What you will do:
Repeat word for word every line of the data below, from the first through the line containing "height:4.5px; margin:-2.25px; padding:0", and stop there.

Records to process:

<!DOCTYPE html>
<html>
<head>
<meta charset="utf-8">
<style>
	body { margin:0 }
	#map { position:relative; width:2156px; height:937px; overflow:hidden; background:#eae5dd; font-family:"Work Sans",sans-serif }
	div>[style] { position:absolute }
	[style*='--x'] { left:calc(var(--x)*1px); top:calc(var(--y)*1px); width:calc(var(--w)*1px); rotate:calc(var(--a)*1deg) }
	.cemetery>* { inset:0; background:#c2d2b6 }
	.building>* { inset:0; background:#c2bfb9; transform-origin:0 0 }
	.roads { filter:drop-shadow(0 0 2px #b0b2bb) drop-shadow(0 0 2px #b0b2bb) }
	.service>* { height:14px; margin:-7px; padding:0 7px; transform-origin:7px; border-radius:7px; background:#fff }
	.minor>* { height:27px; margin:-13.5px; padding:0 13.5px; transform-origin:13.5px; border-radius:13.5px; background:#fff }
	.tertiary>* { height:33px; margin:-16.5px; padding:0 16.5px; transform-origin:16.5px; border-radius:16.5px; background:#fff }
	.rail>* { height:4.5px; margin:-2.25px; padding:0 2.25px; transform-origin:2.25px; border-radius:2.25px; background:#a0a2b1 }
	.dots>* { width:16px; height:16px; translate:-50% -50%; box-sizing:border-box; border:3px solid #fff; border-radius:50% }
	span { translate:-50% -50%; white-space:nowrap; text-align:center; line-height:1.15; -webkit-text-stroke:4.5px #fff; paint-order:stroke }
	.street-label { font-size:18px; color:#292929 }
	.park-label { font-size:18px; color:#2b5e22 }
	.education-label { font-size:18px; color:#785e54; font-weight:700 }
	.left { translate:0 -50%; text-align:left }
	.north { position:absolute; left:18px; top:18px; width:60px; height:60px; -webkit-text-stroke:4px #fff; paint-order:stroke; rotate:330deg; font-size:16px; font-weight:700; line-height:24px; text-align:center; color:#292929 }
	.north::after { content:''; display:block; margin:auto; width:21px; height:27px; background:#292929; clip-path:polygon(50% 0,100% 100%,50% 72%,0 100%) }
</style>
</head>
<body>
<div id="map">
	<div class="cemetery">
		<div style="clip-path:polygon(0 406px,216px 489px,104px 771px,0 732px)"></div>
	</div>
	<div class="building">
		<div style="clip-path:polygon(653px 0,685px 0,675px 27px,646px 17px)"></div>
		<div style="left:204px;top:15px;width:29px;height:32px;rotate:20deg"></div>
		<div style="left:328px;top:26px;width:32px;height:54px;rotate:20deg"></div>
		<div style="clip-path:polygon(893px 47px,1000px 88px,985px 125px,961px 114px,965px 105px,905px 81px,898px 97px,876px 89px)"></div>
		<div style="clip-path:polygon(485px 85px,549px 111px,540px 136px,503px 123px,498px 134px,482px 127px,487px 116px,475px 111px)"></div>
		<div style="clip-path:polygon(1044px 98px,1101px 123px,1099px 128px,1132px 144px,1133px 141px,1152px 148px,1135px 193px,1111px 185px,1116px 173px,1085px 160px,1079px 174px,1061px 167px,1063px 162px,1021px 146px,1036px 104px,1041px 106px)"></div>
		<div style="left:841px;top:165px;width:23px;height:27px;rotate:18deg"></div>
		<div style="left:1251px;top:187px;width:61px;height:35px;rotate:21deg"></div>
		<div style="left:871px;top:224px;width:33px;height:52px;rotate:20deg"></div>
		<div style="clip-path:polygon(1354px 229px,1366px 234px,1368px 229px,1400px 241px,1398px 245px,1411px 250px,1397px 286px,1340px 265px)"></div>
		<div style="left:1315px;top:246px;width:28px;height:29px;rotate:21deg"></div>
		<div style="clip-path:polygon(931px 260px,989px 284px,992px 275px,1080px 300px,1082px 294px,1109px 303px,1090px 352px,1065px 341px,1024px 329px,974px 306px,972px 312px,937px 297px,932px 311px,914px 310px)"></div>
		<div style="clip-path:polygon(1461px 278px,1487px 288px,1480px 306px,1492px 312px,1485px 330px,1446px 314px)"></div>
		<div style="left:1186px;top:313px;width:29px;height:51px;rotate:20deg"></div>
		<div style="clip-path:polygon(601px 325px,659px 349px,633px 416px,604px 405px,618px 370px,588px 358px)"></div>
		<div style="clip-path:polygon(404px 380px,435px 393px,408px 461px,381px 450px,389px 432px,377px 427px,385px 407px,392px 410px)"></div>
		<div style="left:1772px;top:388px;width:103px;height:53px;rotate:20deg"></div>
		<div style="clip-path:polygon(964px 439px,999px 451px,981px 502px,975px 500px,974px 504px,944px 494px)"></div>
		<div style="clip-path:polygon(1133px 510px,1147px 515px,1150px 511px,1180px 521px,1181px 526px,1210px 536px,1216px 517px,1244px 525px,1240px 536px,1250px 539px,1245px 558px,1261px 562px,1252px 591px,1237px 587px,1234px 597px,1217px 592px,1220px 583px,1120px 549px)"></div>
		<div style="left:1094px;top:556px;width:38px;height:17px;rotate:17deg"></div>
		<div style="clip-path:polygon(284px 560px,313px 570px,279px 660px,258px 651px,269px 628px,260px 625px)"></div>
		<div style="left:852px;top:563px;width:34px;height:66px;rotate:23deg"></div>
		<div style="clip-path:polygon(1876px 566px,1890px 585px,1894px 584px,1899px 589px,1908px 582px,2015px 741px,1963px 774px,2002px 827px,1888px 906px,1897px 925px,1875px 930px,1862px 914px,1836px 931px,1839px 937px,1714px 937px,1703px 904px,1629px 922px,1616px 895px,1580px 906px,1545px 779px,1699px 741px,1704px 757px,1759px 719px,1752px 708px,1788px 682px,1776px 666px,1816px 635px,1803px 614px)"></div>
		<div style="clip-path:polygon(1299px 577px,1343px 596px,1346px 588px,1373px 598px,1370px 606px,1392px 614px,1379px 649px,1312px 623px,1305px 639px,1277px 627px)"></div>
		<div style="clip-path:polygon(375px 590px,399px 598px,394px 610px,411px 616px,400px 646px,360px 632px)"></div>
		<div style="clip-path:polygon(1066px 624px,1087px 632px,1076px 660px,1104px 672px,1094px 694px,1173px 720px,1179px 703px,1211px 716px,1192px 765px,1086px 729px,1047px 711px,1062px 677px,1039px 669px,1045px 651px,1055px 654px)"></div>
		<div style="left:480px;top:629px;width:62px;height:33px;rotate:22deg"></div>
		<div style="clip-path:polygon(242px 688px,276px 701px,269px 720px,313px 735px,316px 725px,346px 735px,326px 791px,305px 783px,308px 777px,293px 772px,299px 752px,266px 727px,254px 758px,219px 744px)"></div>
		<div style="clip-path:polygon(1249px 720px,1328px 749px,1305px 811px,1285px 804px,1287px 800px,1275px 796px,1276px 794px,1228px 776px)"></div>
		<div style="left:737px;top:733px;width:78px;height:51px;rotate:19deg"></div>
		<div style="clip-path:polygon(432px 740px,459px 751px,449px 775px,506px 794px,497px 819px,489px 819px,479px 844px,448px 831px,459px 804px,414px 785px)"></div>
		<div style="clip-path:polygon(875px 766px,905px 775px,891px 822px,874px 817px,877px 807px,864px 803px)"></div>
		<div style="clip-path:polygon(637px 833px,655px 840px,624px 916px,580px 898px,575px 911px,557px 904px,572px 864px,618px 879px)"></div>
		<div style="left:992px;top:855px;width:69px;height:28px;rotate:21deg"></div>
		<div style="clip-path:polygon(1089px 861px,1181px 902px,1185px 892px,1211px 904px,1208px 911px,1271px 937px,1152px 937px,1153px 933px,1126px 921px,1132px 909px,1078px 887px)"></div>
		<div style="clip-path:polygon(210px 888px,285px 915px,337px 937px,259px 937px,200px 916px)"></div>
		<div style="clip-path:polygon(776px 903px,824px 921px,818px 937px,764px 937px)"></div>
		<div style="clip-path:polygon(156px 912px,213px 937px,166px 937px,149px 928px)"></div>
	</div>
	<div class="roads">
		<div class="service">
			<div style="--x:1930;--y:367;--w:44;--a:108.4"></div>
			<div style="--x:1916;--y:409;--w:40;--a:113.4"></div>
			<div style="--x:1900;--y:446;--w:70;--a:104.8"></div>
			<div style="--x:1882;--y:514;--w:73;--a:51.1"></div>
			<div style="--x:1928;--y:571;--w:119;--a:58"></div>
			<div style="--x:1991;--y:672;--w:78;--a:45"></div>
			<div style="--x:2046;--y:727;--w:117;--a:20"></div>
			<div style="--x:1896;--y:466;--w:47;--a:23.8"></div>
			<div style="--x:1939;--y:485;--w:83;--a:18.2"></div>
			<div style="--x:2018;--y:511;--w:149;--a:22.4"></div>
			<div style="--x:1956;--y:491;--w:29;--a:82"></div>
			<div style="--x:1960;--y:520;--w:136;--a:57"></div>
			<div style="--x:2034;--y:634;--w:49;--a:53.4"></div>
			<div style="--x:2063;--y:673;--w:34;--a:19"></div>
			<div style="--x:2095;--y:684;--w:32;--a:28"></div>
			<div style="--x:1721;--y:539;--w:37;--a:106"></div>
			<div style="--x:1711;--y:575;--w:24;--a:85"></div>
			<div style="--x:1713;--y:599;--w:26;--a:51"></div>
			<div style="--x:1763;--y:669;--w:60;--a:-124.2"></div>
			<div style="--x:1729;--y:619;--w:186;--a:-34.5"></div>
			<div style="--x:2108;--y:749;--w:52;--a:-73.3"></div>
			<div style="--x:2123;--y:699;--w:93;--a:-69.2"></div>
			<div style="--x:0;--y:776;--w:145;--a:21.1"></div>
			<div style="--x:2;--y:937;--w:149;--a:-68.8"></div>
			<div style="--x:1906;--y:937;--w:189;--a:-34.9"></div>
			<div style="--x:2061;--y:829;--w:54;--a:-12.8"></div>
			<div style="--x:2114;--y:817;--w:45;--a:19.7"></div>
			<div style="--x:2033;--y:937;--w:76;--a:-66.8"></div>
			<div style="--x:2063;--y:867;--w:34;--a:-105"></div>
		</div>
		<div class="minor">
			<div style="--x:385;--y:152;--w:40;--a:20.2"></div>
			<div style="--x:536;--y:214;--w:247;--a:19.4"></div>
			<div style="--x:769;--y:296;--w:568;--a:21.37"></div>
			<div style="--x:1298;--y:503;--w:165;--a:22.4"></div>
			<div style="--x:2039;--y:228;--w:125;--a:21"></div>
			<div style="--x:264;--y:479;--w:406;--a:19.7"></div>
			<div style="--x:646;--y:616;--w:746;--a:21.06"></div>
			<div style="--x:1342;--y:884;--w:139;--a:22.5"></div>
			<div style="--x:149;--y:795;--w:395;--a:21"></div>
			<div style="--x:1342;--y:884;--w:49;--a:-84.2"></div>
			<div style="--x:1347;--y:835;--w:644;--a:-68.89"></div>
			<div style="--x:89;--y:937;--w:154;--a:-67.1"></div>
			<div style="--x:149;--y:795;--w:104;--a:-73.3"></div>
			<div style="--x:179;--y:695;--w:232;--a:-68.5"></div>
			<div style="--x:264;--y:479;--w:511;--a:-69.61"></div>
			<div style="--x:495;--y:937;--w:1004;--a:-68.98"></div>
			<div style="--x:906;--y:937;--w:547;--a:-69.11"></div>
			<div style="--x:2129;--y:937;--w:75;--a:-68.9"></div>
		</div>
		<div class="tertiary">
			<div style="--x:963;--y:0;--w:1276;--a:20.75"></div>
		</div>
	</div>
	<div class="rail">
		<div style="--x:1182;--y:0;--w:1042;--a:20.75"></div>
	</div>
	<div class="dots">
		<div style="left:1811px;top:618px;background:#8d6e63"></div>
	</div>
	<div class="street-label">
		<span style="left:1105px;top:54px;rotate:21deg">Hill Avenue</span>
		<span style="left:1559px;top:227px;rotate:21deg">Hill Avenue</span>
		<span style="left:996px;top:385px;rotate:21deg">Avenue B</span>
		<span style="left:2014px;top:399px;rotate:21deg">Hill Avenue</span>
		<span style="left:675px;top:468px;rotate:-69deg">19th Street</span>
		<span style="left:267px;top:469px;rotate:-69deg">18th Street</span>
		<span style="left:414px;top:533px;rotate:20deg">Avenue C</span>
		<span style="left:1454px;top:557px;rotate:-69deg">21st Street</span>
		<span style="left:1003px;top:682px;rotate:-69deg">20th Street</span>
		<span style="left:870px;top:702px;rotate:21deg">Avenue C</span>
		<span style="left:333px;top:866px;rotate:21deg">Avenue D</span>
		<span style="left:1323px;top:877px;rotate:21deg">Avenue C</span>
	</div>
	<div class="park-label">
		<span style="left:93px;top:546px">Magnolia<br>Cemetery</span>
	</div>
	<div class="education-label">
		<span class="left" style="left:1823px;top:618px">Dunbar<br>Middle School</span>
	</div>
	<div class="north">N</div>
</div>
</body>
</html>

Exercise response:
<!DOCTYPE html>
<html>
<head>
<meta charset="utf-8">
<style>
	body { margin:0 }
	#map { position:relative; width:2156px; height:937px; overflow:hidden; background:#eae5dd; font-family:"Work Sans",sans-serif }
	div>[style] { position:absolute }
	[style*='--x'] { left:calc(var(--x)*1px); top:calc(var(--y)*1px); width:calc(var(--w)*1px); rotate:calc(var(--a)*1deg) }
	.cemetery>* { inset:0; background:#c2d2b6 }
	.building>* { inset:0; background:#c2bfb9; transform-origin:0 0 }
	.roads { filter:drop-shadow(0 0 2px #b0b2bb) drop-shadow(0 0 2px #b0b2bb) }
	.service>* { height:14px; margin:-7px; padding:0 7px; transform-origin:7px; border-radius:7px; background:#fff }
	.minor>* { height:27px; margin:-13.5px; padding:0 13.5px; transform-origin:13.5px; border-radius:13.5px; background:#fff }
	.tertiary>* { height:33px; margin:-16.5px; padding:0 16.5px; transform-origin:16.5px; border-radius:16.5px; background:#fff }
	.rail>* { height:4.5px; margin:-2.25px; padding:0 2.25px; transform-origin:2.25px; border-radius:2.25px; background:#a0a2b1 }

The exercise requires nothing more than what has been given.